While noting that there had been some 1,700 applications this year for sixth forms alone, Mr. Jones said, "We would have only been able to take just slightly over 600; that would have been 32 to 33 per cent of the numbers who were trying to get into sixth form schools."

According to him, an examination of the results was ongoing and the Ministry would continue to analyse the intake of students in the sixth forms and the BCC, as well as the number of students who would have been left out this year.

Mr. Jones explained: "We will look at that and see what [numbers] the BCC was able to accept in their Associate Degree or Degree programmes, as well as those who might not have been successful in gaining entry to the University of the West Indies [UWI].

Minister of Education and Human Resource Development, Ronald Jones chats with some of the Lower Sixth Formers of the Christ Church Foundation School at yesterday’s ceremony to welcome the first cohorts of Sixth Formers at the Christ Church Foundation School, Church Hill. (C.Pitt/BGIS)

"I would want a system where more and more students go into the UWI at a higher level of matriculation. In other words, both with the Associate Degree and with CAPE certification so that the journey would be better and they would have had at least two years of solid education and training in those institutions."

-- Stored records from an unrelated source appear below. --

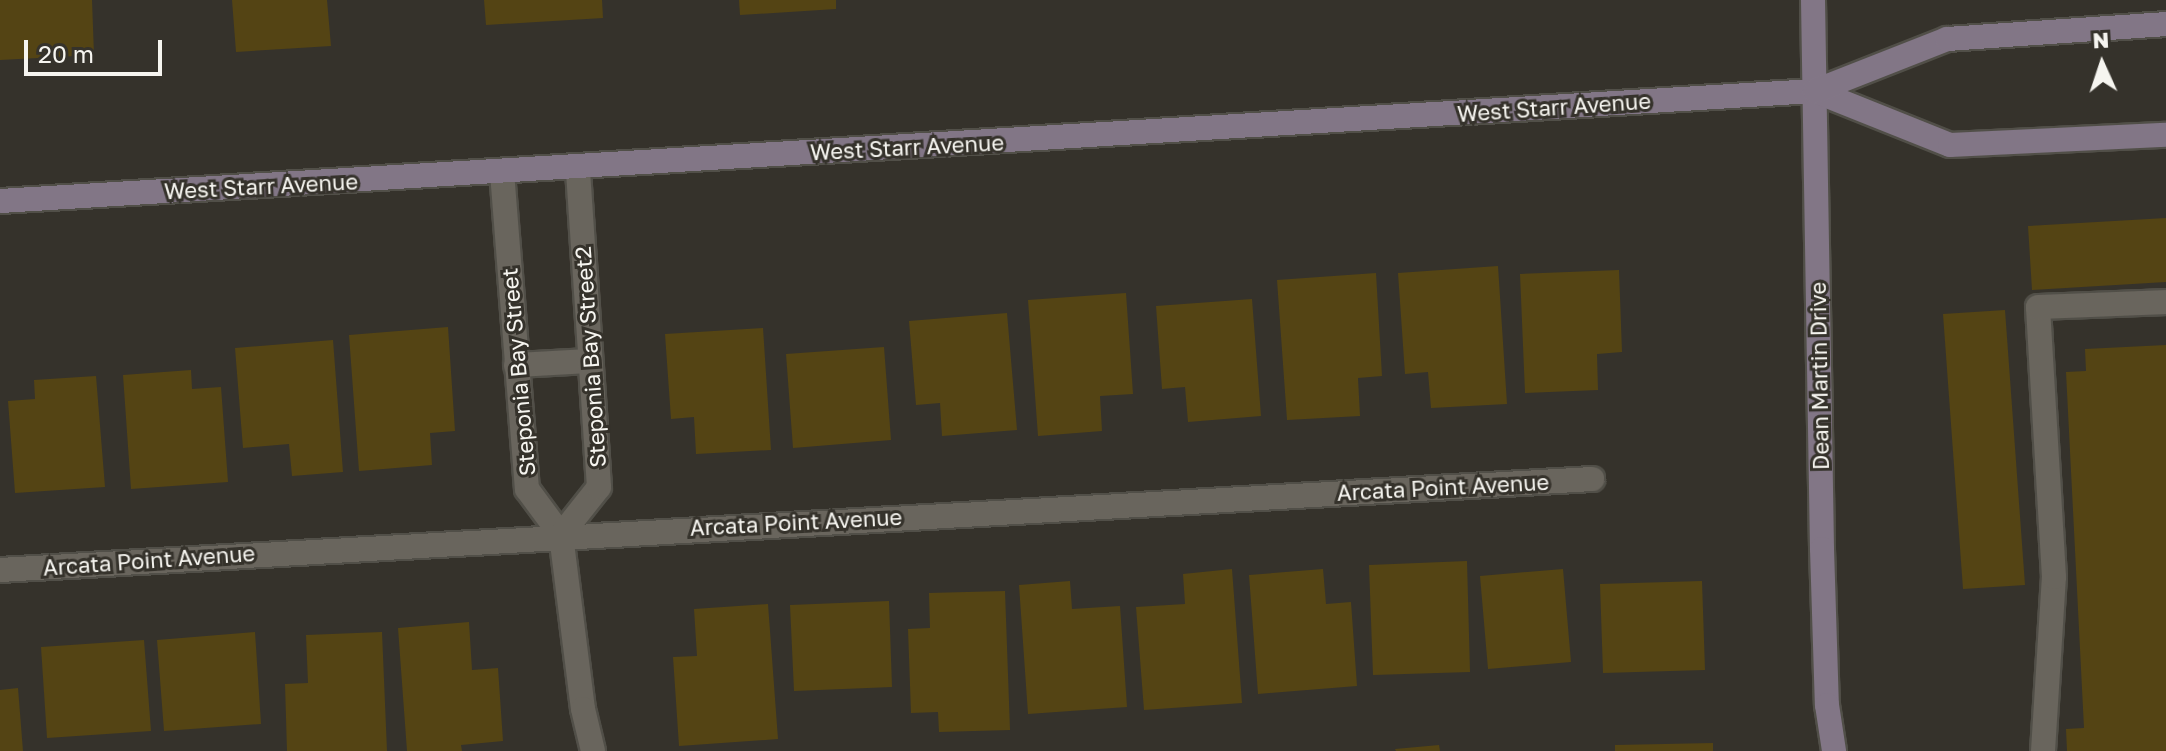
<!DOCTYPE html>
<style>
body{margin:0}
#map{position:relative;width:2166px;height:751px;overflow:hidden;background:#35322b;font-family:"Golos Text",sans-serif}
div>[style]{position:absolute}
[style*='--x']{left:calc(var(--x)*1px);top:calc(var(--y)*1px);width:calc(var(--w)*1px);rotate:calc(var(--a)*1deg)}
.building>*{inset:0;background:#544414}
.roads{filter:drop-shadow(2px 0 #514f48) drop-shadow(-2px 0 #514f48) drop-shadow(0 2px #514f48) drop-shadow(0 -2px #514f48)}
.lane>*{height:24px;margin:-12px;padding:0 12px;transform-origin:12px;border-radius:12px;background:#69655d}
.street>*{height:24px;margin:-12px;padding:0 12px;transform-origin:12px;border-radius:12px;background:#69655d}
.secondary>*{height:24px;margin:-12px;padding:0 12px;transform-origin:12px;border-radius:12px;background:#827686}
span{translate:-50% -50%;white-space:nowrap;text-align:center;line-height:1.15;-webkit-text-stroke:6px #35322b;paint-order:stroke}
.street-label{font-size:22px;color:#f6f5f0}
.north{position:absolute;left:2062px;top:24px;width:80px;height:80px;-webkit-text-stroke:6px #35322b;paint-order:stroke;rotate:357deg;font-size:22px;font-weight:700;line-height:32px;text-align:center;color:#f6f5f0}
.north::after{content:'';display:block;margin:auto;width:28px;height:36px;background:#f6f5f0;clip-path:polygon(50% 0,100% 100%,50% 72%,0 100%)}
.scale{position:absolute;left:24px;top:40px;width:138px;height:36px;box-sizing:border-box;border:4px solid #f6f5f0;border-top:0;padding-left:10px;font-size:24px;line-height:28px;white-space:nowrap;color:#f6f5f0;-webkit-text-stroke:6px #35322b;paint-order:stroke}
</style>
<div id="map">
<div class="building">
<div style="clip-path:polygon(0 0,92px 0,94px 55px,0 60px)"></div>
<div style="clip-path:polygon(232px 0,327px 0,331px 46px,236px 52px)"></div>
<div style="clip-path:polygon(484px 0,602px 0,603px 18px,486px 25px)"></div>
<div style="clip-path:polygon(739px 0,836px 0,836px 9px,740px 15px)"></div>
<div style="clip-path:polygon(2166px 218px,2166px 282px,2032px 290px,2028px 226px)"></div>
<div style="clip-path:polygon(1498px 266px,1507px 404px,1431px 408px,1428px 372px,1405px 374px,1398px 273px)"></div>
<div style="clip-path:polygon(1619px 270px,1622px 352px,1597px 354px,1598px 390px,1525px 393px,1520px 274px)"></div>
<div style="clip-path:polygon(1376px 273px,1382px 376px,1358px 378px,1360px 416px,1287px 420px,1277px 280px)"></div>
<div style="clip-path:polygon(1126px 293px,1133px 394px,1100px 396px,1102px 431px,1038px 436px,1028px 300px)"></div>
<div style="clip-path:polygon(1252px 299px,1261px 416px,1188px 422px,1185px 387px,1162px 389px,1156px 306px)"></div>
<div style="clip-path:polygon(2005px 310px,2025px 585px,1963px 589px,1943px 314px)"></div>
<div style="clip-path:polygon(1007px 313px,1017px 430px,942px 436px,940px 403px,916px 405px,909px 321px)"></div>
<div style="clip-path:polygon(448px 327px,455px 431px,430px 433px,432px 465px,359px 471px,349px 335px)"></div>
<div style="clip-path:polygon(763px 328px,771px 450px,696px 454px,694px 417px,671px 419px,665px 334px)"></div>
<div style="clip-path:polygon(333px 340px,343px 472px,292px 476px,289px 444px,243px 448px,235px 348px)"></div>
<div style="clip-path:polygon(2166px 345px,2166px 751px,2067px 751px,2066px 729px,2084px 728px,2066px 372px,2086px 371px,2085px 349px)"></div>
<div style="clip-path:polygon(884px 347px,891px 440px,793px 448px,786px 354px)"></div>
<div style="clip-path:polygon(191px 370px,192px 389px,221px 387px,228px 482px,131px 489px,123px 375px)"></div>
<div style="clip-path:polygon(96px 376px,105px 487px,15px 493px,8px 401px,35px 399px,34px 380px)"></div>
<div style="clip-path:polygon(1467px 561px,1470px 672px,1373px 675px,1369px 565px)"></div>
<div style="clip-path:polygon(1232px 569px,1242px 703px,1144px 710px,1136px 607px,1185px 604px,1183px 574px)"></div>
<div style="clip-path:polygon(1323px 569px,1326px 604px,1351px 602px,1357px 686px,1258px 694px,1249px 575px)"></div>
<div style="clip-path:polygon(1563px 569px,1571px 662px,1488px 669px,1480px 576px)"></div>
<div style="clip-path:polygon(1070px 581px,1072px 609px,1120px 606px,1127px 707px,1028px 714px,1019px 585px)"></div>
<div style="clip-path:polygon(1702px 581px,1705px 670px,1603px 673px,1600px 584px)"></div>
<div style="clip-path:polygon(1005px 591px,1010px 730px,939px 732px,938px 712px,911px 713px,908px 629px,930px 628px,929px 593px)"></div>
<div style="clip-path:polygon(889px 601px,892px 687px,794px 691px,790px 605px)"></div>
<div style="clip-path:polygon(768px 604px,778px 739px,679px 746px,673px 657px,697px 656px,694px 609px)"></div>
<div style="clip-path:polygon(469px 622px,472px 670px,498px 668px,503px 741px,461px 745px,462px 751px,407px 751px,398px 628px)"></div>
<div style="clip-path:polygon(255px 632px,261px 724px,164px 731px,157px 640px)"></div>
<div style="clip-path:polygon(382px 632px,387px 751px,287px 751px,285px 684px,308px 683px,306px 635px)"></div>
<div style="clip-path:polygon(144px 640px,151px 731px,47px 738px,41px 647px)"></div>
<div style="clip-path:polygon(18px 688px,23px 751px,0 751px,0 690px)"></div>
<div style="clip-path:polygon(1713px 743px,1713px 751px,1615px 751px,1615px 745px)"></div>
<div style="clip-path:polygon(1439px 745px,1440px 751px,1396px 751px,1395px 749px)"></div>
</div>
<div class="roads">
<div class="lane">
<div style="--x:516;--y:365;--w:74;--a:-3.1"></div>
<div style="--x:2043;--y:751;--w:174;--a:-86.4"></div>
<div style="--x:2054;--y:577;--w:270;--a:-93.4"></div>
<div style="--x:2038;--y:307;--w:128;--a:-2.2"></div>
</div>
<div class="street">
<div style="--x:502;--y:172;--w:318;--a:85.5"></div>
<div style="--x:527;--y:489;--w:57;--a:53.5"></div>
<div style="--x:561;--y:535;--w:175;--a:82.8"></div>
<div style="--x:583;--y:709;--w:43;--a:76.6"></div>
<div style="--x:561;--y:535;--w:61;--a:-51.6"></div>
<div style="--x:599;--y:487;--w:321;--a:-93.8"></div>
<div style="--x:0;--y:570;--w:1595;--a:-3.27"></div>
</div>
<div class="secondary">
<div style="--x:1813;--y:0;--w:549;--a:89.06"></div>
<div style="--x:1822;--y:549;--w:156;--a:88.2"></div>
<div style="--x:1827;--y:705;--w:47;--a:81.3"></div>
<div style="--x:1815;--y:91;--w:145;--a:21.8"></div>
<div style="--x:1950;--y:145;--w:216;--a:-2.7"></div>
<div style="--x:0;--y:201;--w:1818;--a:-3.47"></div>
<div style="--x:1815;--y:91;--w:142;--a:-21.5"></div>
<div style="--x:1947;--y:39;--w:220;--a:-3.9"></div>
</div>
</div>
<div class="street-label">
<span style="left:1554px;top:107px;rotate:-4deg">West Starr Avenue</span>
<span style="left:907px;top:147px;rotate:-3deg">West Starr Avenue</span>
<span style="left:261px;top:186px;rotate:-3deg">West Starr Avenue</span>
<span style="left:590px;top:357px;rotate:-94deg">Steponia Bay Street2</span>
<span style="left:518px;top:372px;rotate:-95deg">Steponia Bay Street</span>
<span style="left:1819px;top:376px;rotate:-91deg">Dean Martin Drive</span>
<span style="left:1443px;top:487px;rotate:-3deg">Arcata Point Avenue</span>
<span style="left:796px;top:522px;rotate:-3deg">Arcata Point Avenue</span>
<span style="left:149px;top:560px;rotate:-4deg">Arcata Point Avenue</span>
</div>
<div class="north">N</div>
<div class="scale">20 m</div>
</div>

He added: "Cave Hill or the UWI would be better able to respond to the varying needs of that student population. So, we still have some way to go. I can tell you that any new secondary school which is built will already be equipped for [a] sixth form. We are looking at one new secondary school in the south, which will have a sixth form component.

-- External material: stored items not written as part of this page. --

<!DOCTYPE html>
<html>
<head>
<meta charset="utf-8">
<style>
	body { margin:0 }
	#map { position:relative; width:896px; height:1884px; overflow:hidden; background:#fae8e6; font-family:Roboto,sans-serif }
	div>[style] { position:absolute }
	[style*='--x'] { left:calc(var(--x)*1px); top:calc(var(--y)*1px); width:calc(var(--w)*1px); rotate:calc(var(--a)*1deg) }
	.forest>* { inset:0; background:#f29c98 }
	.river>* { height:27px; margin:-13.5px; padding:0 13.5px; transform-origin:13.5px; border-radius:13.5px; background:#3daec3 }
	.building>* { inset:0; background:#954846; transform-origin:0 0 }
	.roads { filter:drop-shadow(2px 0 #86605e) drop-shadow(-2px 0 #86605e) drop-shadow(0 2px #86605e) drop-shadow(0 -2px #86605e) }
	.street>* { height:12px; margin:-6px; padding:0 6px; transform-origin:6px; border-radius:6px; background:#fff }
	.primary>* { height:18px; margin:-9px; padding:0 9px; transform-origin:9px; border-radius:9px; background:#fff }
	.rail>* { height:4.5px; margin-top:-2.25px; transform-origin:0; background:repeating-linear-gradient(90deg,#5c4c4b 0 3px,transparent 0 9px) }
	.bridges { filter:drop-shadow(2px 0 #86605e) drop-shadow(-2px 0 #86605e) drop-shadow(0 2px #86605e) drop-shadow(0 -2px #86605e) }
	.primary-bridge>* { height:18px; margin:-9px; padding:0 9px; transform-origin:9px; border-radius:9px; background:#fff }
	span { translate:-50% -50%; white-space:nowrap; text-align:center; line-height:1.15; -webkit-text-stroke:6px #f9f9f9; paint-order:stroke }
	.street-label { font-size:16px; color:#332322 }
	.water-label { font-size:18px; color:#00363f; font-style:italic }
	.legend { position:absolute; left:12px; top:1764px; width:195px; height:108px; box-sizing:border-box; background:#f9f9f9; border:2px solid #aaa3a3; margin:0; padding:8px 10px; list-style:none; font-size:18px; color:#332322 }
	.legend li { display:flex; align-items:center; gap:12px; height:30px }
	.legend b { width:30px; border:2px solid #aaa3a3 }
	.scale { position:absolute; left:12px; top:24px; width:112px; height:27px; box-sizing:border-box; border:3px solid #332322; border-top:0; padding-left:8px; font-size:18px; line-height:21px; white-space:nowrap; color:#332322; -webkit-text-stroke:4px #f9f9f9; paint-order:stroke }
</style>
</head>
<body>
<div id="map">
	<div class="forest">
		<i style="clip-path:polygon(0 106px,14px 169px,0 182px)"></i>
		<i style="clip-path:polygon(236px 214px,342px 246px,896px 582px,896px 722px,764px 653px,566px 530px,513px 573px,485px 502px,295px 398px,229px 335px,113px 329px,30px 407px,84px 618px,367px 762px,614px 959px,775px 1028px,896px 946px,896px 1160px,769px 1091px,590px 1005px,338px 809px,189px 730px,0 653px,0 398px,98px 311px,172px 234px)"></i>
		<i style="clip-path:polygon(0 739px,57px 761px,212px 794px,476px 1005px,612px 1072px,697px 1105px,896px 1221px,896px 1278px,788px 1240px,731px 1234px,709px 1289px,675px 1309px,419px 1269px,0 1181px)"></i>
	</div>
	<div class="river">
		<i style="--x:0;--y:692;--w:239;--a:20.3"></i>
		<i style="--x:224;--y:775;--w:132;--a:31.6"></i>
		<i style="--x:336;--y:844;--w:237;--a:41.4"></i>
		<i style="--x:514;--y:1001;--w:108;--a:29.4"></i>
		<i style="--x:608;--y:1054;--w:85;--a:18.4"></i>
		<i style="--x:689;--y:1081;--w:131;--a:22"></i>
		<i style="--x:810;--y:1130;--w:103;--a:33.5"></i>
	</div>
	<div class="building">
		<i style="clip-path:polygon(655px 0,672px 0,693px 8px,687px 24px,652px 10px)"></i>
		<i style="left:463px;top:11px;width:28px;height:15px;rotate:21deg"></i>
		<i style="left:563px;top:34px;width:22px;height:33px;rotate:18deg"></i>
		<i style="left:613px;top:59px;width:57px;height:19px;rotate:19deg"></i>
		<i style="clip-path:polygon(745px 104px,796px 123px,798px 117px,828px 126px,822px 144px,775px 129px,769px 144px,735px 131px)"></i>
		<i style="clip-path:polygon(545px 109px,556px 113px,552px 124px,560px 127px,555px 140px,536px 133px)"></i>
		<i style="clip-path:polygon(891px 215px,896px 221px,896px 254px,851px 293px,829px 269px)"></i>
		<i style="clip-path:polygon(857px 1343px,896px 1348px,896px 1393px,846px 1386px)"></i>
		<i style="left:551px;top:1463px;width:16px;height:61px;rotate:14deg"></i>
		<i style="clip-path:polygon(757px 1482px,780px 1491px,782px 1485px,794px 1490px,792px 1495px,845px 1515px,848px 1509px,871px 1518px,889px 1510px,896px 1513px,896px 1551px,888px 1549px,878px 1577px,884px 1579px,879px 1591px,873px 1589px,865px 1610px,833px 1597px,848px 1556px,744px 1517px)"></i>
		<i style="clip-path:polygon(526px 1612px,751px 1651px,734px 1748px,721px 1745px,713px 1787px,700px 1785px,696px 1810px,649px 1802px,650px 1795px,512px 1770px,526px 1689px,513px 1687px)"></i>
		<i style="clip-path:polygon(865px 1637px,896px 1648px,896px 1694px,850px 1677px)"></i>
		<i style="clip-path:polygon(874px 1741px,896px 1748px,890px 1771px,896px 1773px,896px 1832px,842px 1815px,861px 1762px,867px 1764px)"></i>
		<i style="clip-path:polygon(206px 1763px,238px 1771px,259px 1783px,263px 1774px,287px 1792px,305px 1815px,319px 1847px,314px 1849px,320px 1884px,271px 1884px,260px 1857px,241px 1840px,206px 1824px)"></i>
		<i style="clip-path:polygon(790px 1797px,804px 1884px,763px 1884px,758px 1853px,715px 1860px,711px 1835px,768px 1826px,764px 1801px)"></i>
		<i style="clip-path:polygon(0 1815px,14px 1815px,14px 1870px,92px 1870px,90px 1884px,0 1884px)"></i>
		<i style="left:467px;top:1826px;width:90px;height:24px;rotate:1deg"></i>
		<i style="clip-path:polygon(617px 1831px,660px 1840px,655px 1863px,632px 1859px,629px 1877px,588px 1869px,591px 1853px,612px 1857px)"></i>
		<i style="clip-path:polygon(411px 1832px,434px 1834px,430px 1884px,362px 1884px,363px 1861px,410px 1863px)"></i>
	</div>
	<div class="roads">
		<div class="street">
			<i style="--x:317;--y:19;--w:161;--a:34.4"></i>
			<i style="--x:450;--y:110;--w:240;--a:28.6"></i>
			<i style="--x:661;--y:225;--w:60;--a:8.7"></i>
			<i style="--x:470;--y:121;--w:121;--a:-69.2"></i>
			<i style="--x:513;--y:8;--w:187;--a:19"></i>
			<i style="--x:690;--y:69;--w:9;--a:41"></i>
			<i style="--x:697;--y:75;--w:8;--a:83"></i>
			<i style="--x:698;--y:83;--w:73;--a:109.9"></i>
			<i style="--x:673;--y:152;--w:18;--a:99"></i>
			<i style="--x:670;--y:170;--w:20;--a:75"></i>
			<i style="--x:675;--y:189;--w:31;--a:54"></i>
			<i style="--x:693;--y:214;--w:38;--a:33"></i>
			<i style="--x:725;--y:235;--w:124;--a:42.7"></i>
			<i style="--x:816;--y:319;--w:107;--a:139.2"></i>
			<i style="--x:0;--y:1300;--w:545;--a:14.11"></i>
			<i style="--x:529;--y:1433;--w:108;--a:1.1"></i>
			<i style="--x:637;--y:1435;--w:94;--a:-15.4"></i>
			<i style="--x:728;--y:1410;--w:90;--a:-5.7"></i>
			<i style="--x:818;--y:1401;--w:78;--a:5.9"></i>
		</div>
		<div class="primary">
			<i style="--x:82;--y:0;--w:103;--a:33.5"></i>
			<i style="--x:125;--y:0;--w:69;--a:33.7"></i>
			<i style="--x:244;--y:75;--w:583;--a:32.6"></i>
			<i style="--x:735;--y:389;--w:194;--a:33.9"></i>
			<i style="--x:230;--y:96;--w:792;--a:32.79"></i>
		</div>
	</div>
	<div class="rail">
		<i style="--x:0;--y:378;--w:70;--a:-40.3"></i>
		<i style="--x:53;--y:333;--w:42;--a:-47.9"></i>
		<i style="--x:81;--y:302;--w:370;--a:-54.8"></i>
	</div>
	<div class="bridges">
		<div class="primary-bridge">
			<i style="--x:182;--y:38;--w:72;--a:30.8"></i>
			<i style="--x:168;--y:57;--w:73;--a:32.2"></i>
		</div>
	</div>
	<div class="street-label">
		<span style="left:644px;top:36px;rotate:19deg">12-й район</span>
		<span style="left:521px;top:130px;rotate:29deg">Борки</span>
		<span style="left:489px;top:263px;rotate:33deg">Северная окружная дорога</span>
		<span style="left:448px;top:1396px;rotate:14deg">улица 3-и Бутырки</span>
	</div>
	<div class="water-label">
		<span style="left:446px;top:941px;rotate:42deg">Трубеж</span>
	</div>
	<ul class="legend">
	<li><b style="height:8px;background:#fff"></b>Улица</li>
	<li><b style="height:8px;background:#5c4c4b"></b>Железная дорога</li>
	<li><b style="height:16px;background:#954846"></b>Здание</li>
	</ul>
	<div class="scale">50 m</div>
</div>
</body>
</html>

"We will look, as well, this year at the CSEC results of students in their various schools. We are almost finished with that analysis; to see what we will have to do to make sure that the demand for education at sixth form and post secondary level can be accommodated."

The Education Minister, a former teacher, maintained that the two sixth forms were "an important endeavour in the educational journey for students in Barbados" and noted that it would be two years before analysis of sixth form results at the CCFS and The St. Michael School could be known.

Mr. Jones acknowledged, however, that the Ministry was still addressing the accommodation needs of both.?? Of the Christ Church School he said, "We have to make a two year journey…here at Foundation, there is a need for some infrastructure and we hope to move on that as soon as we can; remember that the technical vocational wing at Foundation was burnt down some years ago. We have the concept design for sixth

form here to be accommodated… [where we would] move to a dedicated sixth form

level classroom, of at least about four or so, as well as the technical block below; so that would be a two-storey facility which we have to construct here at Foundation."

In the case of the St. Michael School, Mr. Jones indicated that the Ministry was able "to put in about six classrooms out of timber to facilitate that exercise."